Discovered: Salernes, France


-We have multiple displays with each having a unique egg shell fragment. You may not recieve the exact one pictured, but one similar!


This genus of giant flightless birds arose in the immediate aftermath of the extinction of the dinosaurs. Reaching a height of over two meters (6ft, 7 in), this now extinct predator dominated the world free od dinosaurs leaving few fossils and this egg shell as the only evidence of its existance. 


~ Gastonis ~

Gastornis is a wiped out family of enormous flightless birds that lived during the mid Paleocene to mid Eocene ages of the Paleogene time frame. Fossils have been tracked down in Europe, Asia and North America.


Gastornis species were extremely enormous birds, and have generally been viewed as hunters of little well evolved creatures. Nonetheless, a few lines of proof, remembering the absence of snared hooks for known Gastornis impressions and investigations of their bill structure and isotopic marks of their bones have made researchers reevaluate these birds as herbivores that presumably benefited from extreme plant material and seeds. Gastornis is for the most part consented to be connected with Galloanserae, the gathering containing waterfowl and gamebirds.


Gastornis is known from a lot of fossil remaining parts, however the most clear image of the bird comes from a couple of almost complete examples of the species G. gigantea. These were for the most part exceptionally enormous birds, with immense noses and huge skulls hastily like the rapacious South American "fear birds" (phorusrhacids). The biggest known species, G. gigantea could develop to the size of the biggest moas, and arrived at around 2 m (6 ft 7 in) in greatest level.

The skull of G. gigantea was tremendous contrasted with the body and capably assembled. The nose was very tall and compacted (leveled from one side to another). In contrast to different types of Gastornis, G. gigantea needed trademark depressions and pits on the fundamental bone. The 'lip' of the nose was straight, without a raptorial snare as found in the ruthless phorusrhacids. The nostrils were little and situated near the front of the eyes about halfway up the skull. The vertebrae were short and enormous, even in the neck. The neck was moderately short, comprising of no less than 13 monstrous vertebrae. The middle was moderately short. The wings were minimal, with the upper wing-bones little and profoundly decreased, comparative in relation to the wings of the cassowary.

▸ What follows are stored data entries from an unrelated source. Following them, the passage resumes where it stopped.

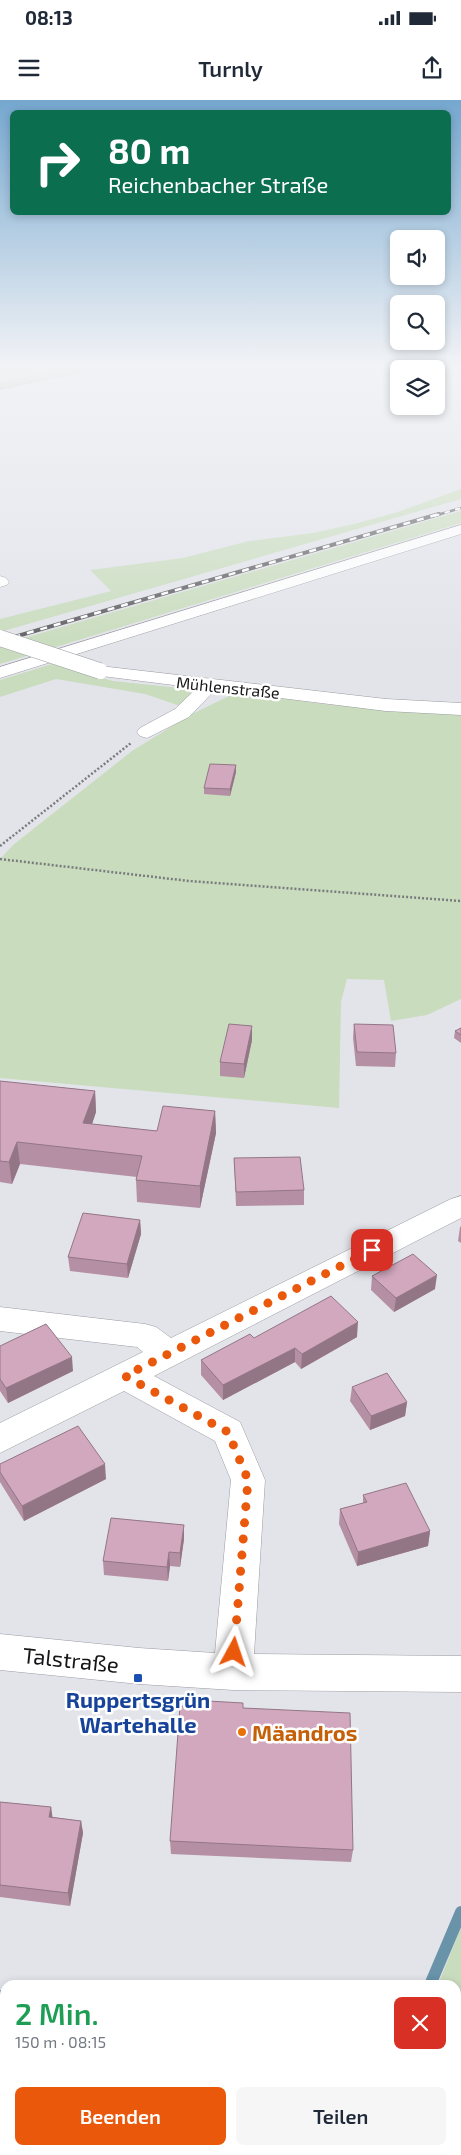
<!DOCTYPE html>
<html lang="de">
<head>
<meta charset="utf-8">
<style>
  body { margin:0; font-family:"Exo 2",sans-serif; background:#f6f6f7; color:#1f2937; height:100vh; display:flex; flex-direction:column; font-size:19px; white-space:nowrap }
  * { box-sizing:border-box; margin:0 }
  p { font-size:16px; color:#747a83 }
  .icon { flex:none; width:28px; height:28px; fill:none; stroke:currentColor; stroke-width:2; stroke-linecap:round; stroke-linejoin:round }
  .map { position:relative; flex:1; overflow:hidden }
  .sheet { position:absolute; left:0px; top:1880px; width:461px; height:175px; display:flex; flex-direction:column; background:#fff; border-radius:15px 15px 0 0; box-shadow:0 2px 8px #0003 }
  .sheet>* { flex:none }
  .hud { position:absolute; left:10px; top:10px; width:441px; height:105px; border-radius:8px; box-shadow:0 2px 8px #0003; background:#0b6e4f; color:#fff; overflow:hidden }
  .buttons { position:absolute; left:390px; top:130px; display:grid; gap:10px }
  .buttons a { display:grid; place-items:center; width:55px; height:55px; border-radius:8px; background:#fff; box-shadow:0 2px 8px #0003; font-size:25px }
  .pin { position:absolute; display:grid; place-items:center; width:42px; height:42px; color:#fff; margin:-21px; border-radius:10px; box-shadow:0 2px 8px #0006 }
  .me { position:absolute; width:55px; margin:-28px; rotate:5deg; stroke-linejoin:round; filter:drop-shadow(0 0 4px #0008) }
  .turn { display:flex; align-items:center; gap:18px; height:105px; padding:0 15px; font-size:22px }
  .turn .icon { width:65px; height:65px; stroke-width:2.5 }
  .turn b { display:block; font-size:35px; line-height:42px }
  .round { display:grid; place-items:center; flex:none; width:52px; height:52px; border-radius:8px; background:#f6f6f7 }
  .head { display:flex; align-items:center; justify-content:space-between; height:85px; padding:0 15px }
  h1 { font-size:30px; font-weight:600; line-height:38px; color:#1e9e55 }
  .cta { display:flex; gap:10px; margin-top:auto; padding:10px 15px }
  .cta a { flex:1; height:58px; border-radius:8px; background:#ea580c; color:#fff; font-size:20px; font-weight:600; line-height:58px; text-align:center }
  .cta a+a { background:#f6f6f7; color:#1f2937 }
  .status { display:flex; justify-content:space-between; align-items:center; height:35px; padding:0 25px; background:#fff; direction:ltr }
  .status svg { height:14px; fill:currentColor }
  header { display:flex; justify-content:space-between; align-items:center; height:65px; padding:0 15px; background:#fff; font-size:22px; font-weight:600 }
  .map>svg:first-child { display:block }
  .green { fill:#c9dcbd }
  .forest { fill:#a8bf9a }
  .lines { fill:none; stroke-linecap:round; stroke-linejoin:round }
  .stream { stroke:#6893a9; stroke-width:12 }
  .minor-casing { stroke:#9b9ca2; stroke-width:1 }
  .major-casing { stroke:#9b9ca2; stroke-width:1 }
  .path-far1 { stroke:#7a7b7f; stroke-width:1; stroke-dasharray:1 1; stroke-linecap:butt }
  .path { stroke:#7a7b7f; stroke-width:2.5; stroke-dasharray:2 2; stroke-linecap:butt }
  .minor { fill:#fff; fill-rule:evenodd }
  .major { fill:#fff; fill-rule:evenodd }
  .rail-far1-casing { stroke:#5f5f63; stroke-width:2.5 }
  .rail-casing { stroke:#5f5f63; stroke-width:4 }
  .rail-far1 { stroke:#fff; stroke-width:2; stroke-dasharray:5.5; stroke-linecap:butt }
  .rail { stroke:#fff; stroke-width:2.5; stroke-dasharray:7; stroke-linecap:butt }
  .minor-bridge-casing { stroke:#9b9ca2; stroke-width:17; stroke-linecap:butt }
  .minor-bridge { stroke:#fff; stroke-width:16 }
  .wall { fill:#b590a4 }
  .shaded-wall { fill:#937686 }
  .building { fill:#d2a8bf; stroke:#937686 }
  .route { stroke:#ea580c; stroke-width:9; stroke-dasharray:0 16.2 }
  .transit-dot { fill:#1a4fb4; stroke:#fff; stroke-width:2 }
  .food-dot { fill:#e8710a; stroke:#fff; stroke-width:2 }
  .labels { text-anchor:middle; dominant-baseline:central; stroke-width:5; stroke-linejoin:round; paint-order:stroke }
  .far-street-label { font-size:16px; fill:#151517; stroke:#fff }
  .near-street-label { font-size:22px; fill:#151517; stroke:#fff }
  .near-transit-label { font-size:22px; font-weight:bold; fill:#164399; stroke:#fff }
  .near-food-label { font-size:22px; font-weight:bold; fill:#c56008; stroke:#fff; text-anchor:start }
</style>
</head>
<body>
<div class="status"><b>08:13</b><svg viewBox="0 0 49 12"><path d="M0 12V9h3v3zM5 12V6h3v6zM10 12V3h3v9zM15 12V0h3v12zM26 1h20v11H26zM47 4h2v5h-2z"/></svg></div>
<header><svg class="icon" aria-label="menu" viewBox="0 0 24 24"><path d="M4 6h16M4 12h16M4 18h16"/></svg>Turnly<svg class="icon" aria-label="share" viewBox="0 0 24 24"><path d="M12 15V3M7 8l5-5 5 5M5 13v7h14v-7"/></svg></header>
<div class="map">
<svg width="461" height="2055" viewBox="0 0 461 2055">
  <rect width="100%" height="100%" fill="#e3e4ea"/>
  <path class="green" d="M0,265h84l-84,17z
    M461,389v10l-461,133v-13l111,-28 -21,-21 93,-12 66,-17 64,-8 41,-9 41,-11z
    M461,411v12l-461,141v-19z
    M52,564l61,17 76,8 2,5 -11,12 -35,-12 -89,-15 -56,18v-17z
    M247,594l84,11 130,10v284l-34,16 -36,6 -7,-41 -37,-1 -6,23 -2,106 -339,-30v-219l13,-14 119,-94 60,-37 37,-18z
    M461,1827v228h-146l2,-5h139v-165h-18z
    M119,2050h139l7,5h-150z"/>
  <path class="forest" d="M84,265h34l-118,25v-8z"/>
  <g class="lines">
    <path class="stream" d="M430,1885l31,-73
      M0,1896l5,1"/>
    <g class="minor-casing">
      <path id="minor" d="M0,476l6,2 3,4 -2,3 -7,2z
        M100,566l286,33 75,4v12l-75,-4 -171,-21 -26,27 -42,21 -7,-2 -3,-4 3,-4 35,-19 22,-21 -103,-13 -3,-4 3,-4z
        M461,1096v22l-307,158 86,46 25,58 -11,174 207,2v36l-228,-2 -94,-6 -139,-14v-36l139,14 76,5 16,-173 -16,-39 -91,-50 -124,62v-30l143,-71 -6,-5 -137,-16v-24l145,17 11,3 15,11 280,-139z"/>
    </g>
    <g class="major-casing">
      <path id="major" d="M461,425v9l-461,144v-11z"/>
    </g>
    <path class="path-far1" d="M0,289l111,-24"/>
    <path class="path" d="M0,746l131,-103
      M0,759l189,22 272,20"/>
    <use href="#minor" class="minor"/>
    <use href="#major" class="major"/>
    <g class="rail-far1-casing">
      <path id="rail-far1" d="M434,416l27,-8"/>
    </g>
    <g class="rail-casing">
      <path id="rail" d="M0,541l439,-127"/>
    </g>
    <use href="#rail-far1" class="rail-far1"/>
    <use href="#rail" class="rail"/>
    <g class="minor-bridge-casing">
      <path id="minor-bridge" d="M0,538l100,33"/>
    </g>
    <use href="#minor-bridge" class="minor-bridge"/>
  </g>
  <path class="wall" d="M236,665v7l-6,24 -26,-2v-6z
    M354,924l42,29 -1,14 -39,-1 -3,-28z
    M461,928v15l-7,-5 1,-7z
    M252,940l-8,38 -24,-2v-14z
    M0,981l95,10 1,21 -4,12 65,7 58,-20 1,22 -16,75 -63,-6 -1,-22 1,-3 -117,-13 -8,20 -12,-2z
    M234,1058l70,32v15l-68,1z
    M140,1120l1,14 -13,44 -58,-7 -2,-14z
    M461,1126v17l-3,-2 2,-14z
    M372,1176l63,13 -41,23 -23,-22z
    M357,1237l-56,32 -6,-7 -72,38 -22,-25v-15l53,-22z
    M0,1246l73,25 -65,32 -8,-12z
    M352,1287l55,15 -2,14 -35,14 -20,-29z
    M0,1364l106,15 -82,42 -24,-39z
    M363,1395l67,36 -2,15 -71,20 -18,-42 1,-15 23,-6z
    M184,1439l-4,28 -10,-1 -2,15 -64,-6 -1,-14z
    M243,1608l110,142 -2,12 -180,-8 -1,-13z
    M0,1702l51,5 1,10 29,4 2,12 -13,73 -70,-9z"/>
  <path class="shaded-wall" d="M236,665v7l-6,24v-7z
    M252,926v14l-8,38v-14z
    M95,991l1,21 -11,33 -2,-22z
    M215,1011l1,22 -16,75v-22z
    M17,1042l3,22 -8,20 -3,-22z
    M140,1120l1,14 -13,44 -1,-14z
    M437,1175l-2,14 -41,23 2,-14z
    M358,1222l-1,15 -56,32 1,-15z
    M295,1248v14l-72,38v-15z
    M72,1257l1,14 -65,32 -2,-15z
    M407,1302l-2,14 -35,14 1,-14z
    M105,1364l1,15 -82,42 -2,-15z
    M184,1425v14l-4,28v-14z
    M430,1431l-2,15 -71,20 1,-14z
    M169,1452l1,14 -2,15 -1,-14z
    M51,1707l2,13 -4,-3z
    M81,1721l2,12 -13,73 -2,-13z"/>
  <path class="building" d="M210,664l26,1 -6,24 -26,-1z
    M229,924l23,2 -8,38 -24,-2z
    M354,924l39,1 3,28 -39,-1z
    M461,928v7l-6,-4z
    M0,981l95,10 -12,32 74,8 6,-25 52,5 -15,75 -64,-6 6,-24 -125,-14 -8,20 -9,-1z
    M300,1057l4,33 -68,2 -2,-34z
    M83,1113l57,7 -13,44 -59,-7z
    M413,1154l24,21 -41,23 -24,-22z
    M331,1196l27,26 -56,32 -7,-6 -72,37 -22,-25 49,-26 4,4z
    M46,1224l26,33 -66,31 -6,-9v-33z
    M387,1273l20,29 -36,14 -19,-29z
    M78,1326l27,38 -83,42 -22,-34v-8z
    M406,1383l24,48 -72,21 -18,-43 27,-7 -4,-7z
    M111,1418l73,7 -4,28 -11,-1 -2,15 -64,-6z
    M208,1601l35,2v5l107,5 3,137 -183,-9 10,-135 27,1z
    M0,1702l51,5 -2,10 32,4 -13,72 -68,-8z"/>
  <linearGradient id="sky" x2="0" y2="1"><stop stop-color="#75a7cf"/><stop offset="0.48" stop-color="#f2f3f6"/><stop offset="1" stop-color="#f2f3f6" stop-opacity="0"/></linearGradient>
  <rect width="461" height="553" fill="url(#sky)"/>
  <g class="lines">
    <path class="route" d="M234,1552l14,-172 -20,-48 -103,-56 247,-126"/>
  </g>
  <rect class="transit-dot" x="133" y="1573" width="10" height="10" rx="2.5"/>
  <circle class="food-dot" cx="242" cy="1632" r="5"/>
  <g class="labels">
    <g class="far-street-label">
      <text transform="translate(228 587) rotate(6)">Mühlenstraße</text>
    </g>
    <g class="near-street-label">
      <text transform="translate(71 1559) rotate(6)">Talstraße</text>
    </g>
    <g class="near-transit-label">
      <text x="138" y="1599">Ruppertsgrün<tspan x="138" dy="25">Wartehalle</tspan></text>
    </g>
    <g class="near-food-label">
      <text x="252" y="1632">Mäandros</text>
    </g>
  </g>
</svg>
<div class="buttons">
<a><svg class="icon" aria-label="sound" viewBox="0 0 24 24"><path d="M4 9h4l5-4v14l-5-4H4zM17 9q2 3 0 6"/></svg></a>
<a><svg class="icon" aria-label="search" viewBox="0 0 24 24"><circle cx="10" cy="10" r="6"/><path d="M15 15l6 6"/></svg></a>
<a><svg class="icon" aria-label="layers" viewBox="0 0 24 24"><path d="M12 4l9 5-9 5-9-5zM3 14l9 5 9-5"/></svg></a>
</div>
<div class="pin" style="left:372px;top:1150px;background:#d93025"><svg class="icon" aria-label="arrive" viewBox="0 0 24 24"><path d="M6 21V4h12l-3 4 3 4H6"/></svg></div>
<svg class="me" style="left:234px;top:1552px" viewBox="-20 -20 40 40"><path d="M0-17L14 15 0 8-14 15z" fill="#ea580c" stroke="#fff" stroke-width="4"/></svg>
<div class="hud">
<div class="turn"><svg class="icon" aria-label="right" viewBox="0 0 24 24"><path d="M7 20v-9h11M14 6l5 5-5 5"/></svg><div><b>80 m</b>Reichenbacher Straße</div></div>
</div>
<section class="sheet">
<div class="head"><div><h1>2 Min.</h1><p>150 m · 08:15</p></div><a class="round" style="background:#d93025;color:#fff"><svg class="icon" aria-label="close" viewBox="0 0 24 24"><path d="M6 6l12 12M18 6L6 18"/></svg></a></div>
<div class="cta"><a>Beenden</a><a>Teilen</a></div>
</section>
</div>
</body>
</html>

In Late Paleocene stores of Spain and early Eocene stores of France, shell pieces of gigantic eggs have turned up, in particular in Provence.These were portrayed as the ootaxon Ornitholithus and are apparently from Gastornis. While no immediate affiliation exists among Ornitholithus and Gastornis fossils, no different birds of adequate size are known from that overall setting; while the enormous Diogenornis and Eremopezus are known from the Eocene, the previous lived in South America (actually isolated from North America by the Tethys Ocean then) and the last option is just known from the Late Eocene of North Africa, which likewise was isolated by an (though less wide) stretch of the Tethys Ocean from Europe.


A portion of these sections were sufficiently finished to remake a size of 24 by 10 cm (around 9.5 by 4 inches) with shells 2.3-2.5 mm (0.09-0.1 in) thick, generally half again as extensive as an ostrich egg and altogether different in shape from the more adjusted ratite eggs. On the off chance that Remiornis is to be sure accurately distinguished as a ratite (which is very dubious, nonetheless), Gastornis stays as the main realized creature that might have laid these eggs. Somewhere around one types of Remiornis is known to have been more modest than Gastornis, and was at first portrayed as Gastornis minor by Mlíkovský in 2002. This would pleasantly match the remaining parts of eggs without a doubt more modest than those of the living ostrich, which have likewise been found in Paleogene stores of Provence, were it not for the way that these eggshell fossils additionally date from the Eocene, however no Remiornis bones are yet known from that time.